The Clay Center Dispatch: Insurance Commissioner: State should be run like a business

Kansas Insurance Commissioner Ken Selzer, who is running for governor, told those at Clay Center Lions Club that the state should be ran like he has run the office of the Kansas Insurance Commissioner.

“I come in with a business background, not a politician whatsoever -- this is my first ever statewide office,” he said. “I’m businessman. My goal is to run this office as efficiently, and productively, and responsibly for our constituents as we possibly can.”

He said his business background is what makes him stand out from all of the other candidates running for governor.

The office employs about 100 people and “innovatively managed our way down” by reducing the number of employees from 126 the first year and a half Selzer was in office. That in spite of calls and complaints from consumers and workload continuing to go up.

They did that by either not filling or combining a position with another as employees retired or left for other reasons.

“Whenever a person retires or leaves a position for another job, we always make the decision, do we need to replace this job?” Selzer said. “Do we need it? Sometimes we need half the job or three-quarters of a job, or a quarter of job. When it’s part of a job, we parse it out, and when it’s a whole job, we obviously replace person.”

Kansas is one of 12 states that elect rather than appoint its insurance commissioner. The role of this office is educate and assist consumers and advocate on their behalf. The office also regulates insurance companies and licenses 23,000 insurance agents in the state and 105,000 non-resident agents, Seltzer said. They investigate allegations of insurance fraud, of which the state gets about 800 a year.  The department also has a consumer protection division.

Selzer said Nerd Wallet ranked all 56 insurance departments for states, territories and the District of Columbia and ranked Kansas the second-highest insurance department in the nation after they had reduced personnel and after the department became more productive by asking employees how they could serve Kansans better, Selzer said.

“I’m just so proud of our people,” he said. “That’s been almost two years ago and (my employees) are still on a high in my office because somebody from the outside recognized that we are one of the highest ranked insurance departments in the entire country.
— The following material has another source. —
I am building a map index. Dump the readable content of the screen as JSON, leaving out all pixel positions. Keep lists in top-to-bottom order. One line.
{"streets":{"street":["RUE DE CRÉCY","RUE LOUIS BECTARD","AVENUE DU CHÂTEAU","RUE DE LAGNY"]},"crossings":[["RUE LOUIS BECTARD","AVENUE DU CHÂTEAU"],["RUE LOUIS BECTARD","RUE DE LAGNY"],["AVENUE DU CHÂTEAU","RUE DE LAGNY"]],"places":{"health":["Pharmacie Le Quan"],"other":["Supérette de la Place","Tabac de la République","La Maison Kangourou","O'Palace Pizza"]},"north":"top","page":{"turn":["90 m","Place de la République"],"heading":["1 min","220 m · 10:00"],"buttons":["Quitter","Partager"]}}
We’re keeping that attitude going, always thinking about how we can be more responsive to the Kansas consumer.”

One way the department has served Kansans better is ensuring that consumers have more than one company to purchase health insurance from through the federal exchange on healthinsurance.gov. Selzer said. That’s important because competition always helps to improve coverage and keep prices down.
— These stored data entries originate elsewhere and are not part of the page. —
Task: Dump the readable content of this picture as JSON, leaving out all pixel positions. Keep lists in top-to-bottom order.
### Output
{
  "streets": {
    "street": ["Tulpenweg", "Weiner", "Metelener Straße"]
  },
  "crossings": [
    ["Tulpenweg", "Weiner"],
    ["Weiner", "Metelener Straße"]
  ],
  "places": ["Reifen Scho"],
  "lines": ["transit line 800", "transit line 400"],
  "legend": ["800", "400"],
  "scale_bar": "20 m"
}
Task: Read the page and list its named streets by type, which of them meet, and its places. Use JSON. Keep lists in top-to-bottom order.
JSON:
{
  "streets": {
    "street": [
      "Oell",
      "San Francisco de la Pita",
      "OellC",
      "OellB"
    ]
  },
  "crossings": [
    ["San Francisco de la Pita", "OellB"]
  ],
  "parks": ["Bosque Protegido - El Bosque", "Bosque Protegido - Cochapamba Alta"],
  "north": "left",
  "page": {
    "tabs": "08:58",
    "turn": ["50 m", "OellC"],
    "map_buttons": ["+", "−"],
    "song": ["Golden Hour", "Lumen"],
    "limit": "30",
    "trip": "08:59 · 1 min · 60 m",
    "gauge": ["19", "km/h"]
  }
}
Selzer said his approach works so well that the state has folded in the Securities Commission and about 30 employees that regulate securities, with his department. The Securities Commissioner is appointed by the Insurance Commissioner rather than by the governor and the Securities Commission reports directly to Selzer. That has turned around a department that previously had nothing but negative reports.
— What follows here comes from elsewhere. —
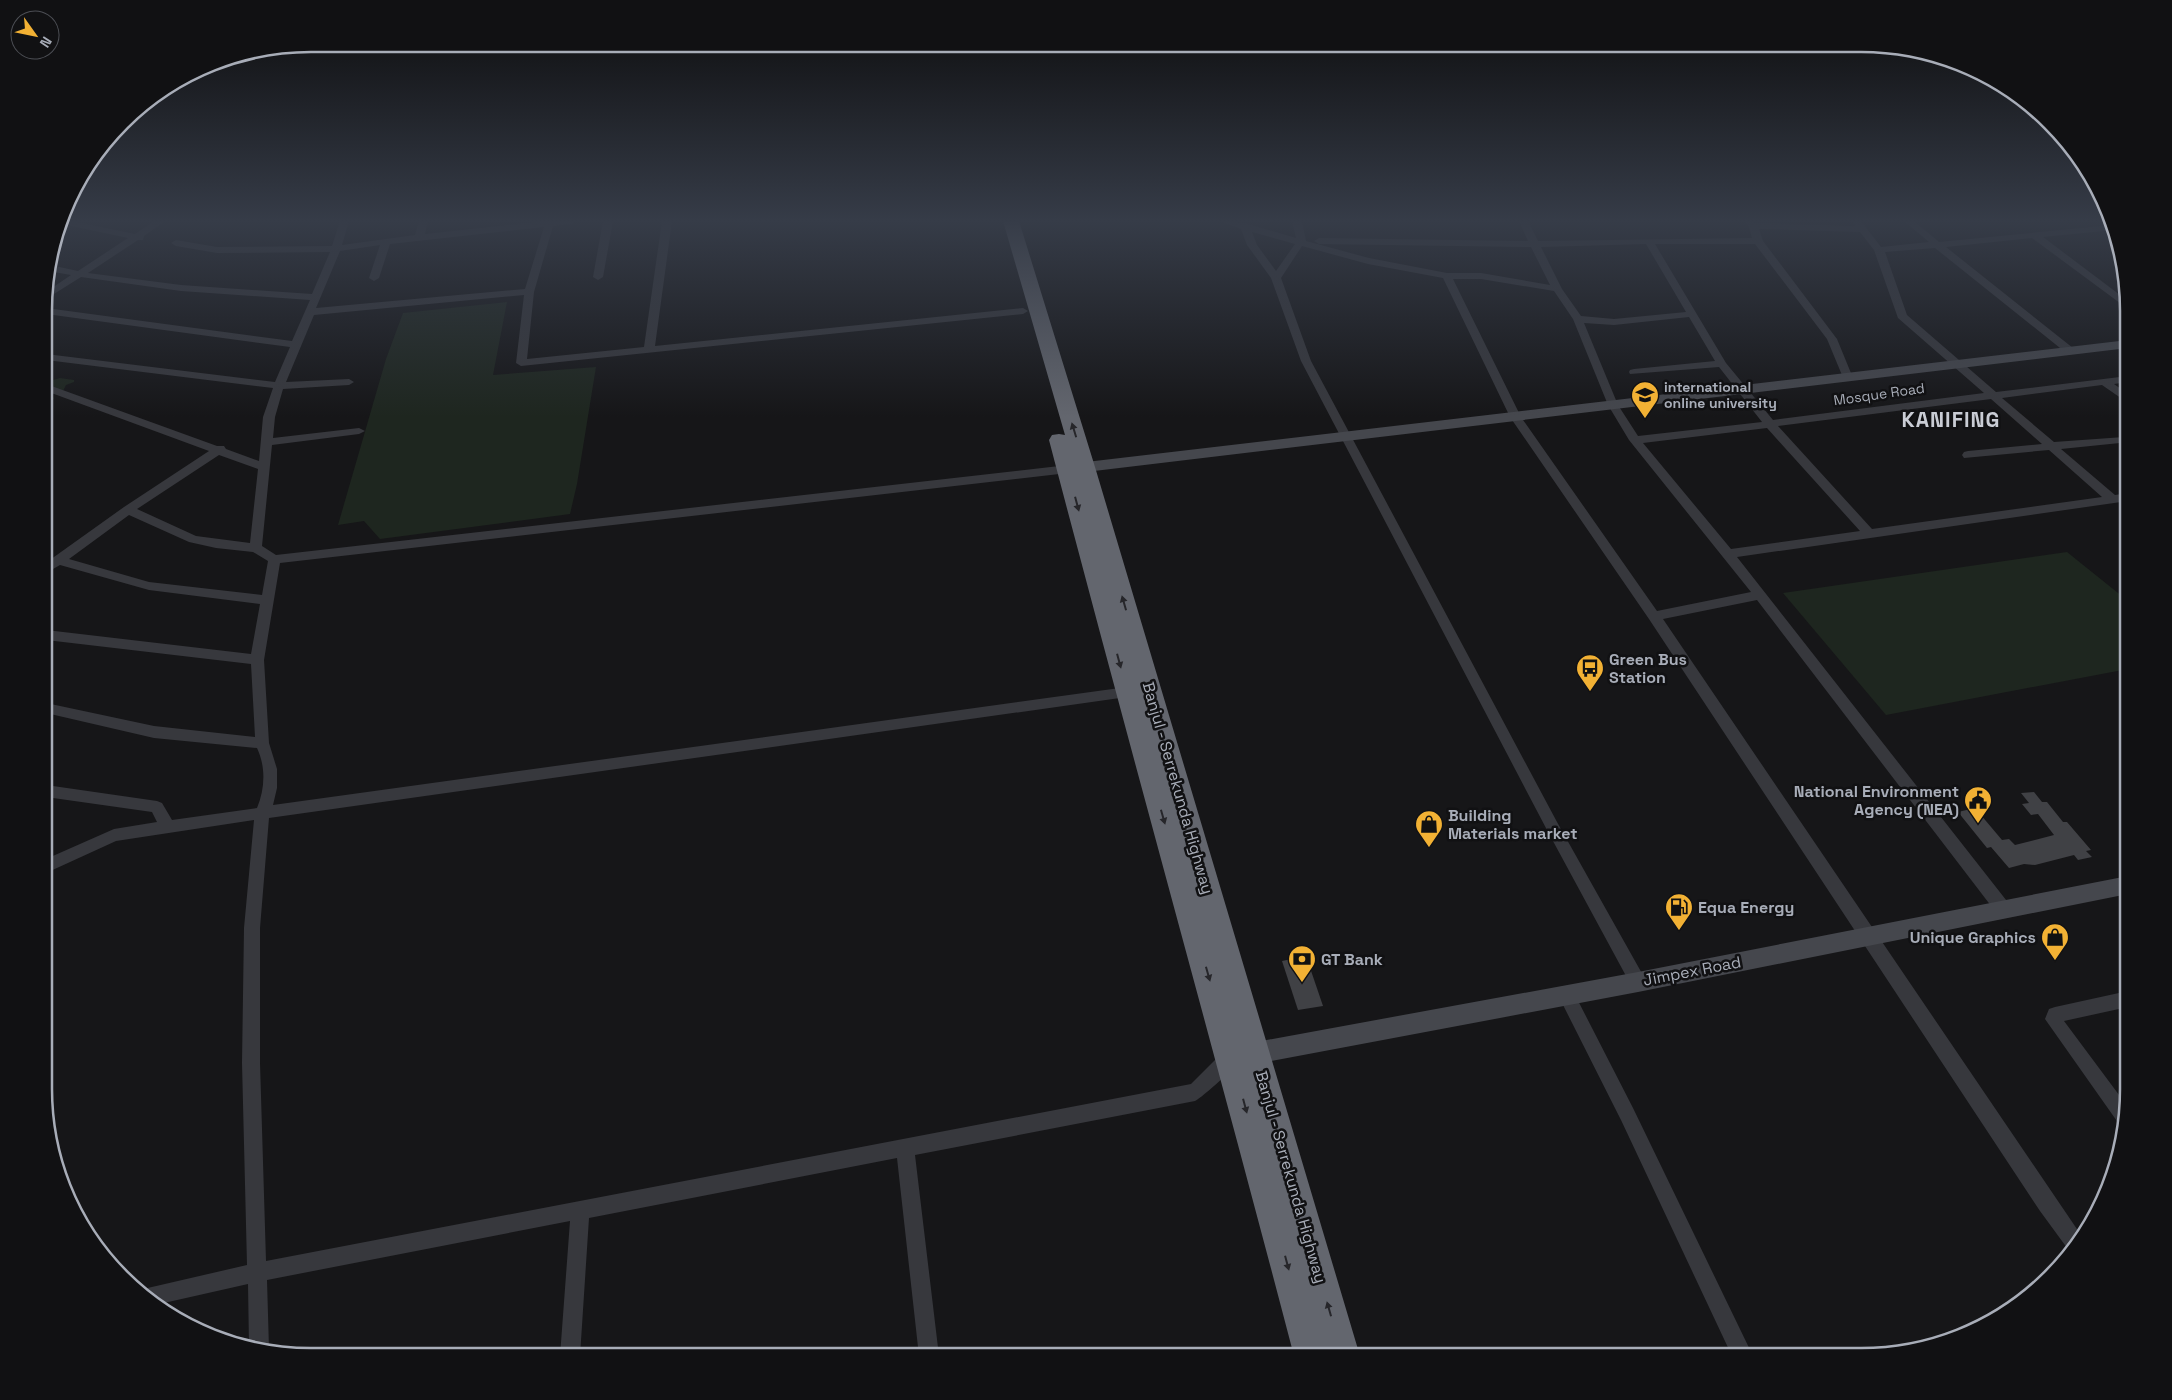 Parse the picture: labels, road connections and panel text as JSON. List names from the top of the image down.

Selzer said one of the biggest problems in state government is that too many politicians and constituents think about the political issue of the moment rather than trying to think out in front of the issues.

“I think it would make a huge, huge difference in everything we do in state government if we take that same approach that we’re trying to do in the insurance department -- just being thoughtful, trying to stay out of the political fray and just doing what’s best for Kansans,” Selzer said. “It’s worked out wonderfully in our little petri dish, if you will, of the insurance department.”